Triste, muito triste que após trinta ou mais séculos de civilização o equilíbrio do Mundo esteja assente num sentimento que desde o princípio o Homem combateu, tendo-o por vergonhoso, e que por isso jamais confessa: o Medo!

Sentimos por assim dizer um pavor cósmico semelhante ao terror que experimentava o homem primitivo no interior da sua caverna, ouvindo as feras rugirem entre as árvores da floresta.

O Medo, sentimento confuso que tanto pode ser meio de educação, como de conservação da espécie humana, pode ao mesmo tempo transformar-se num processo de destruição e de morte! Salazar disse com singular agudeza: «Tenho medo do medo».

O meu ilustre colega Cunha Amaral que é, sem favor, um dos engenheiros portugueses de mais larga cultura científica fez aqui uma / 10 / conferência notável sobre energia atómica e que foram por ele, com a autoridade do seu talento e do seu saber suficientemente elucidados; não cabe portanto fazer aqui quaisquer referências a esse magno problema. Convém no entanto transcrever aqui algumas afirmações de Jules Moch colhidas no seu livro «A Loucura dos Homens».

«A eventualidade da destruição termonuclear de uma fracção da humanidade, diz ele, faz pesar sobre a vida humana uma inconcebível hipoteca plena de terríveis perigos. Não temos o direito de fechar os olhos sobre pretexto de que a catástrofe não é para hoje, pois se ela se abate um dia sobre o mundo será muito tarde não só para a deter, mas mesmo para a limitar». E noutro ponto: «Não há solução intermediária durável: A actual guerra fria mantém e amplia o risco para todos. A corrida aos armamentos multiplica-o sem proveito algum, levando à criação num campo de novas forças, à criação de unidades similares no outro, sendo todo o aumento de stocks de bombas a contrapartida dum aumento semelhante, Desarmar ou correr o risco de perecer, tal é a escolha da humanidade!

São na realidade bem sinistras as perspectivas do futuro da Humanidade.

É sem dúvida um paradoxo trágico a Ciência servir simultaneamente para engrandecer o homem e para o perder.

Parece vermos aqui em toda a sua agudeza o dualismo do Bem e do Mal que existe em toda a criação humana e de que falei há pouco. Agora que tudo possuímos estamos na eminência de tudo perder, O NÃO SER absorve em si o Ser. O Negativo ultrapassa o Positivo!
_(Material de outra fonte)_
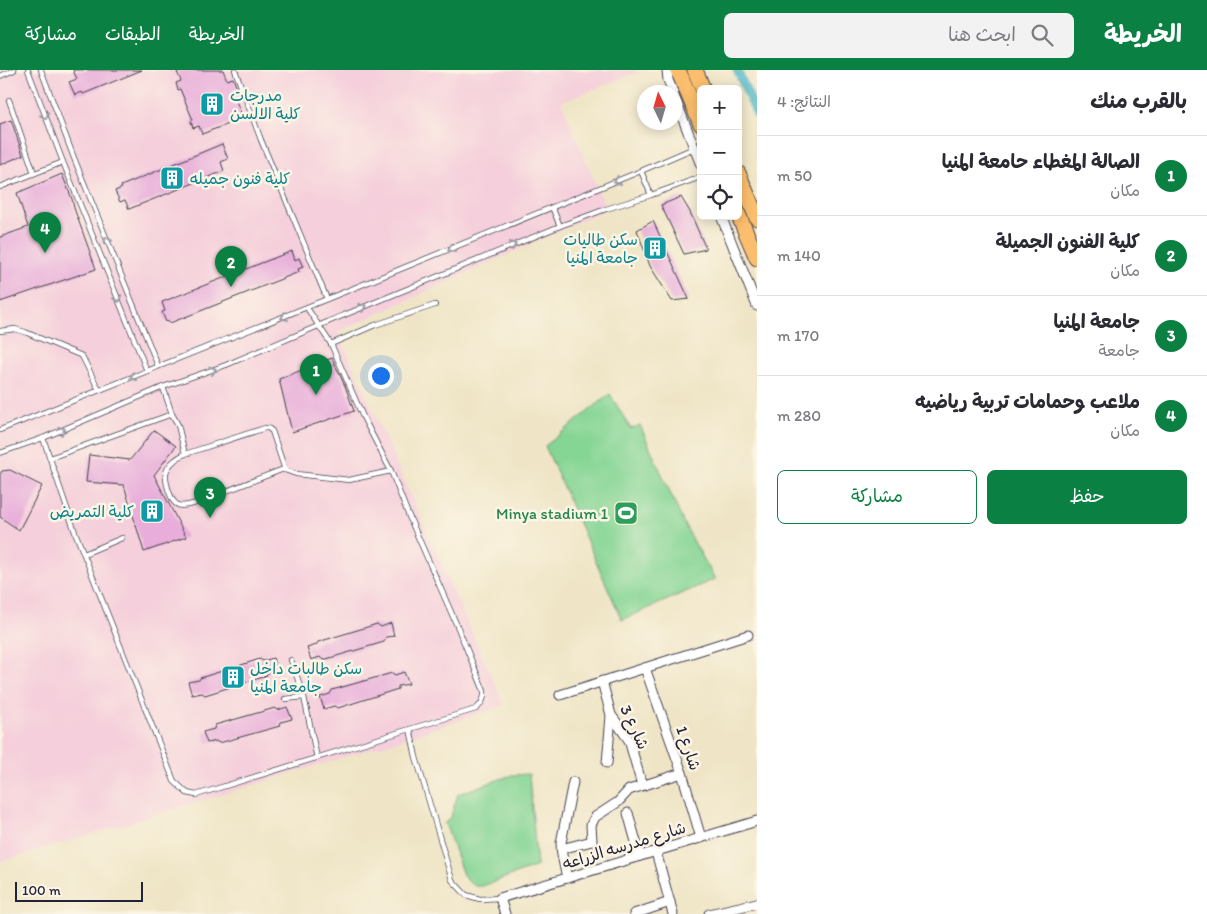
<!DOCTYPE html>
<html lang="ar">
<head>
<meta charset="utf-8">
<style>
  body { margin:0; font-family:Itim,"Playpen Sans Arabic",sans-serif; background:#f2f2f3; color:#2b2b33; direction:rtl }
  .controls { position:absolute; right:15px; top:15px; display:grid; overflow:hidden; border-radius:8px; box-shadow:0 2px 12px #0003 }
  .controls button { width:45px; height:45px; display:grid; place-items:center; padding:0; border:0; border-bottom:1px solid #e1e1e2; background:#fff; color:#2b2b33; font:25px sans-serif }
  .compass { position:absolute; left:637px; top:15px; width:45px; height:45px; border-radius:50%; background:#fff; box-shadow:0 2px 12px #0003; rotate:355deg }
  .scale { position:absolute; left:15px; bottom:12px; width:128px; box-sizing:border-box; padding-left:5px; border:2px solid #22223b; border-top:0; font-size:14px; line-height:18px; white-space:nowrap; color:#22223b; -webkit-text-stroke:4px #fcf5e5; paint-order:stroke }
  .you { position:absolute; left:380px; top:305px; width:18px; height:18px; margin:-12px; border:4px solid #fff; border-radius:50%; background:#1a73e8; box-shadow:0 0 0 8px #1a73e833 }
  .badge { display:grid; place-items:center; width:32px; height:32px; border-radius:50%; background:#0b8043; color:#fff; font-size:16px; font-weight:700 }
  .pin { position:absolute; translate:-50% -41px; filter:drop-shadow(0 1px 2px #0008) }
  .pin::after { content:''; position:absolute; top:26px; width:18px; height:15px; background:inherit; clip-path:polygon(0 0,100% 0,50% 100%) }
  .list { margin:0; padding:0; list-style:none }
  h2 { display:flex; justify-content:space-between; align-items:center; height:65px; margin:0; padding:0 20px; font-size:21px }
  h2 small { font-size:16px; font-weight:400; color:#7c7c81 }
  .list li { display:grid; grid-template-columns:32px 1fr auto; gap:15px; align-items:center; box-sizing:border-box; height:80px; padding:0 20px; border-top:1px solid #e1e1e2 }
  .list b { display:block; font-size:19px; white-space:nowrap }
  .list p { margin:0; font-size:16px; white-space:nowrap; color:#7c7c81 }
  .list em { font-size:16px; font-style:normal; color:#7c7c81 }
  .actions { display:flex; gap:10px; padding:15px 20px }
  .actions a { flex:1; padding:11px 0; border:1px solid #0b8043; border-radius:8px; text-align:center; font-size:18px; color:#0b8043 }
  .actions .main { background:#0b8043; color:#fff }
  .icon { flex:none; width:28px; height:28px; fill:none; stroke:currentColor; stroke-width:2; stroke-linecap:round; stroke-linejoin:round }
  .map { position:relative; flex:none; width:757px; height:844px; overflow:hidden; direction:ltr }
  header { display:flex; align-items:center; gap:30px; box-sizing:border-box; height:70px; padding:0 25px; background:#0b8043; color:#fff }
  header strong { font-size:24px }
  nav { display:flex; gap:28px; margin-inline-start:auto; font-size:18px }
  .search { width:350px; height:45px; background:#f2f2f3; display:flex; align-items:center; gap:12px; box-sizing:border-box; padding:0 18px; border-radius:8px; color:#7c7c81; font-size:19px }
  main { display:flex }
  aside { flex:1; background:#fff }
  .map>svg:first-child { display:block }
  .built { fill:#f5cfdb }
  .green { fill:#85d594; stroke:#547c68 }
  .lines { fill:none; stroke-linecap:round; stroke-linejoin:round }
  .canal { stroke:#47b5c3; stroke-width:9 }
  .building { fill:#e8adda }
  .service-casing { stroke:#413f50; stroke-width:6 }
  .minor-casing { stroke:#413f50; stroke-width:11 }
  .trunk-casing { stroke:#413f50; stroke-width:17 }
  .service { stroke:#fff; stroke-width:4.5 }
  .minor { stroke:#fff; stroke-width:9 }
  .trunk { stroke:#fbbe6e; stroke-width:15 }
  .oneway { stroke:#9c9ca7 }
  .labels { text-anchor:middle; stroke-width:5; stroke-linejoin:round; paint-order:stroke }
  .culture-label { font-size:16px; fill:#0d838f; stroke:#fcf5e5; text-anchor:start }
  .leisure-label { font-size:16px; fill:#27864d; stroke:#fcf5e5; text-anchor:end }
  .street-label { font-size:16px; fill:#22223b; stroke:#fcf5e5 }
</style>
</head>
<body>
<header>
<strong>الخريطة</strong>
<div class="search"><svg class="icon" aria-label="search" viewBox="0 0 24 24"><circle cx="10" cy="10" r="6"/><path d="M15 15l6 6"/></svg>ابحث هنا</div>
<nav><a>الخريطة</a><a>الطبقات</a><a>مشاركة</a></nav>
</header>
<main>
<aside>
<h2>بالقرب منك<small>النتائج: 4</small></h2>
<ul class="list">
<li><span class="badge">1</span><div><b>الصالة المغطاء حامعة المنيا</b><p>مكان</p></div><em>50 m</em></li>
<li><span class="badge">2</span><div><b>كلية الفنون الجميلة</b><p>مكان</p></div><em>140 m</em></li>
<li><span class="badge">3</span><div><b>جامعة المنيا</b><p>جامعة</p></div><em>170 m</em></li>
<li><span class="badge">4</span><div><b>ملاعب وحمامات تربية رياضيه</b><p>مكان</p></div><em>280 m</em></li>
</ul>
<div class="actions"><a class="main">حفظ</a><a>مشاركة</a></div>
</aside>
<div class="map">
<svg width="757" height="844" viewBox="0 0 757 844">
  <rect width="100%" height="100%" fill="#fcf5e5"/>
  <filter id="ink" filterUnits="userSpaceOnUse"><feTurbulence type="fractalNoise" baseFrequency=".02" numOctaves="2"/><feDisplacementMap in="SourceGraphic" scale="10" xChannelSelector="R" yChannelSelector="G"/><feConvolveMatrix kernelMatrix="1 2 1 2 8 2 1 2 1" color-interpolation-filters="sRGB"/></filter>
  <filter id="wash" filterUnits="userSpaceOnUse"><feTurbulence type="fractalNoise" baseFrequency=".0096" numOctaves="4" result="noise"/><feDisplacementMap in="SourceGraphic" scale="20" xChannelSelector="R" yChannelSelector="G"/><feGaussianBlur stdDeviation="1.12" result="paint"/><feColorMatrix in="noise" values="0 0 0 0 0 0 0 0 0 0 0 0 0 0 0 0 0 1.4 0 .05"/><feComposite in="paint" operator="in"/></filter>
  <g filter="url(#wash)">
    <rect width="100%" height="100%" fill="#efe5c6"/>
    <!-- built -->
    <path class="built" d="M0,0H637L638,2L561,32L606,139L338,262L504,635L400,670L0,792Z"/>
    <!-- green -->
    <g class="green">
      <path d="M610,324L631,359L640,355L684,454L715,509L622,550L545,376Z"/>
      <path d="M529,704L537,796L483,816H474L463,805L445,753L451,746L458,724L512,705Z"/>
    </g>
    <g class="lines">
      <!-- canal -->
      <path class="canal" d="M737,0L757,45"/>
    </g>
    <g id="blocks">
      <!-- building -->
      <g class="building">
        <path d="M73,0H142L83,24L82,22L75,25L69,12L77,9Z"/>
        <path d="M182,0H223L227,10L233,8L237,19L232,21L243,48L202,64L199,56L193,58L191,51L193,50L180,19L178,20L176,13L181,11L177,2Z"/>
        <path d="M11,50L23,85L0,95V54Z"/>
        <path d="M222,74L228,89L221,92L224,101L129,139L125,130L120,132L115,121L122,118L121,116Z"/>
        <path d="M62,104L72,129L74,138L96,199L0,232V167L28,157L17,123Z"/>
        <path d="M681,127L690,142L706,179L684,184L661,135Z"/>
        <path d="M653,151L689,229L672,231L650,196L637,160Z"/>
        <path d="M292,181L295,190L299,188L303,197L298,199L299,202L170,253L169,251L166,252L162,242L165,241L162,232Z"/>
        <path d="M332,288L345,316L354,341L292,362L279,309Z"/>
        <path d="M154,360L176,376L154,405L186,467L144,482L124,415L86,412L89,385L130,390Z"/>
        <path d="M10,400L42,416L19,460L0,447V404L2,401Z"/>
        <path d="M391,553L394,566L386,567L384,572L323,590L320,587L311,590L307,578L316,575L318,572L377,554L381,557Z"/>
        <path d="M273,588L277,601L267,603L266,606L205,625L202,623L192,625L188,612L199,610L200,608L260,589L263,591Z"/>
        <path d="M404,602L409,614L398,616V619L338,638L334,636L324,639L320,627L330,624L332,620L392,603L395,605Z"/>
        <path d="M287,637L292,649L281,652L280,656L219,673L216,671L207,673L203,662L214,659L215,655L275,638L278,640Z"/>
      </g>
    </g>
  </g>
  <g filter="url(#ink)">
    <use href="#blocks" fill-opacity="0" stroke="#413f50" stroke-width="1"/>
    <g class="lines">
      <!-- service casing -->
      <g class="service-casing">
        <g id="service">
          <path d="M28,0L63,92L147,301"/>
          <path d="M41,0L74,88L158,296"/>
          <path d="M235,0L261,70L327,229"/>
          <path d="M0,6L14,0"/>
          <path d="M9,30L34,103"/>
          <path d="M641,101L651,125"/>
          <path d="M0,117L63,92"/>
          <path d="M552,137L560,156"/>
          <path d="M307,238L331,274L363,347L391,401L408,444L458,558L484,621C485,629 482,634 476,639L410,659"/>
          <path d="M0,261L15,259L25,262L82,286L99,320"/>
          <path d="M331,274L375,255L435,235"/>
          <path d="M163,317L172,344L178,355L185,384C178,387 168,394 166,403C165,410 170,432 178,435C183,437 188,435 193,434L281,400H285L296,404L349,410L391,401"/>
          <path d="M0,360L327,229L641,101L694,78"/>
          <path d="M43,368L75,462L174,711L187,723L196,725L410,659L416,687L452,810L466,825L480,829L500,828"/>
          <path d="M0,383L43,368L163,317L226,295L337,248L560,156L606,139L651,125L701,107"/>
          <path d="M185,384L265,358H268L272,361L285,400"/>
          <path d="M50,388L172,344"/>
          <path d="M84,484L122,468"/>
          <path d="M291,590L304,627L317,688"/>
          <path d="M285,629L304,627"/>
        </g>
      </g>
      <!-- minor casing -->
      <g class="minor-casing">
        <g id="minor">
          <path d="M667,0L668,10L673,22"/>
          <path d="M674,26L701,95"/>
          <path d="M721,146L757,236"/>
          <path d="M645,598L682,703L701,768"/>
          <path d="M602,611L611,645L629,670L642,715"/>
          <path d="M560,625L748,565"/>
          <path d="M607,693L611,646"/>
          <path d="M628,743L640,786"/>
          <path d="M561,779L592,771L591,755L595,747L618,732L629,720L682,703"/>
          <path d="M656,782L673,844"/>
          <path d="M567,808L562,785L561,773L573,712"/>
          <path d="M505,844L500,828L757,751"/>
          <path d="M634,844L670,832"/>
          <path d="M709,844L757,833"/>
        </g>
      </g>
      <!-- trunk casing -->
      <g class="trunk-casing">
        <g id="trunk">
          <path d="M678,0L701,54"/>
          <path d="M695,0L703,19"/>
          <path d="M738,103L757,148"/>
          <path d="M738,144L757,188"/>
        </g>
      </g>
      <!-- service -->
      <use href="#service" class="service"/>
      <!-- minor -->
      <use href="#minor" class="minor"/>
      <!-- trunk -->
      <use href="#trunk" class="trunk"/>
    </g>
    <!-- one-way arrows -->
    <defs><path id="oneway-chevron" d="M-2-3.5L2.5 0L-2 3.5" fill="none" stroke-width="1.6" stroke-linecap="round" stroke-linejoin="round" transform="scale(1.25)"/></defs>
    <g class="oneway">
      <use href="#oneway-chevron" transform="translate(45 46) rotate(69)"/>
      <use href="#oneway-chevron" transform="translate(617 111) rotate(158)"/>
      <use href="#oneway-chevron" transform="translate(107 170) rotate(-112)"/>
      <use href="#oneway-chevron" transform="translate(513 175) rotate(-24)"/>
      <use href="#oneway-chevron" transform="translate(451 179) rotate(158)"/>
      <use href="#oneway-chevron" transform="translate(118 229) rotate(68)"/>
      <use href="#oneway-chevron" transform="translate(363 237) rotate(-22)"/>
      <use href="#oneway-chevron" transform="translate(284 247) rotate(158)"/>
      <use href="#oneway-chevron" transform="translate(213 300) rotate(-19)"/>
      <use href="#oneway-chevron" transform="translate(133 307) rotate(158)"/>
      <use href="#oneway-chevron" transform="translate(62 360) rotate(-23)"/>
    </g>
  </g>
  <!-- icons -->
  <defs>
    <g id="building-square" transform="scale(1.25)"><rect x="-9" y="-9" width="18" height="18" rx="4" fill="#0f9aa8" stroke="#fcf5e5"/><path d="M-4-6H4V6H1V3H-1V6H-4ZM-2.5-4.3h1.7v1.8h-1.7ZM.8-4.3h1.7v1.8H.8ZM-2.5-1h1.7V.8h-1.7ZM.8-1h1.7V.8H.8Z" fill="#fff"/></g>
    <g id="stadium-square" transform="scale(1.25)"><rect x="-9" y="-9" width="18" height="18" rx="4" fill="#2e9e5b" stroke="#fcf5e5"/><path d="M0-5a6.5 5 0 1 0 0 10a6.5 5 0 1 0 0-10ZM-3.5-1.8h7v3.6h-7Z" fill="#fff"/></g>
  </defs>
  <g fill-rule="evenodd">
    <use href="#building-square" x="212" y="34"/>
    <use href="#building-square" x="172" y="108"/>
    <use href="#building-square" x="655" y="178"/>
    <use href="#building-square" x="152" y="441"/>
    <use href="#stadium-square" x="626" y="443"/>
    <use href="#building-square" x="233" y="607"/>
  </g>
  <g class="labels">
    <!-- culture labels -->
    <g class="culture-label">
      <text x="230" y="31">مدرجات<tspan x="230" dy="18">كلية الالسن</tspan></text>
      <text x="190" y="114">كلية فنون جميله</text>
      <text x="638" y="175" text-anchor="end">سكن طاليات<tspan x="638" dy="18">جامعة المنيا</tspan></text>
      <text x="134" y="447" text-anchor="end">كلية التمريض</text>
      <text x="250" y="604">سكن طالبات داخل<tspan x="250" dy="18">جامعة المنيا</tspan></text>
    </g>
    <!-- leisure labels -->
    <g class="leisure-label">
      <text x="608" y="449">Minya stadium 1</text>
    </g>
    <!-- street labels -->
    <g class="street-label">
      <text transform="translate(635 657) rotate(65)" y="6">شارع 3</text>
      <text transform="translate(689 678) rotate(71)" y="6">شارع 1</text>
      <text transform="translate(624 775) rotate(-17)" y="6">شارع مدرسه الزراعه</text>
    </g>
  </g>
</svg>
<div class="controls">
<button>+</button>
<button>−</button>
<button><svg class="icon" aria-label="locate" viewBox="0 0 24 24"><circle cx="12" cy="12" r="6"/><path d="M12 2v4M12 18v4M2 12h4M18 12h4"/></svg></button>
</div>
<svg class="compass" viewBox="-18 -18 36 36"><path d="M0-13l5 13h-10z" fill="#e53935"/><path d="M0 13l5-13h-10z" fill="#7c7c81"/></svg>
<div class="scale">100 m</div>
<div class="you"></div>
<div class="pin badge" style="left:316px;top:325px">1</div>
<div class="pin badge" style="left:231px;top:217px">2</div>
<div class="pin badge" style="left:210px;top:448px">3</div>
<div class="pin badge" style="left:45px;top:183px">4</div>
</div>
</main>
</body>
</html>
É agora ocasião de perguntar − Deus criou o homem à sua imagem e semelhança e condenou-o irremediavelmente a este dualismo cruel? Não lhe deu meios de se libertar desta terrível contingência?

Deus não abandona o homem, pois que pôs à sua disposição um meio de salvação de natureza sobrenatural. A Graça! Só com ela o Homem se pode salvar, não só no outro mundo mas até mesmo neste!

As cousas que Deus põe ao nosso alcance não são dadas gratuitamente, mas com a condição de nos servirmos delas, tendo em atenção que Deus as criou não para que lhe ficássemos subjugados, para que as sobrestimássemos, mas que perante o nosso Destino Eterno as olhássemos como seres inferiores no plano da criação.

Eis porque um dos meios de alcançar a Graça é a Renúncia, o desprezo por aquilo que é supérfluo ao nosso destino sobrenatural.

«O Homem precisa da Graça, sem ela não pode mudar». Não sou eu quem o diz, mas não menor pessoa que Claude Bernard...

Ora a Graça é um dom gratuito de Deus. A fé é já graça de Deus − para o qual o homem aliás pode decerto modo dispor-se enquanto se liberta de tudo aquilo que o impediria de executar a palavra de Deus.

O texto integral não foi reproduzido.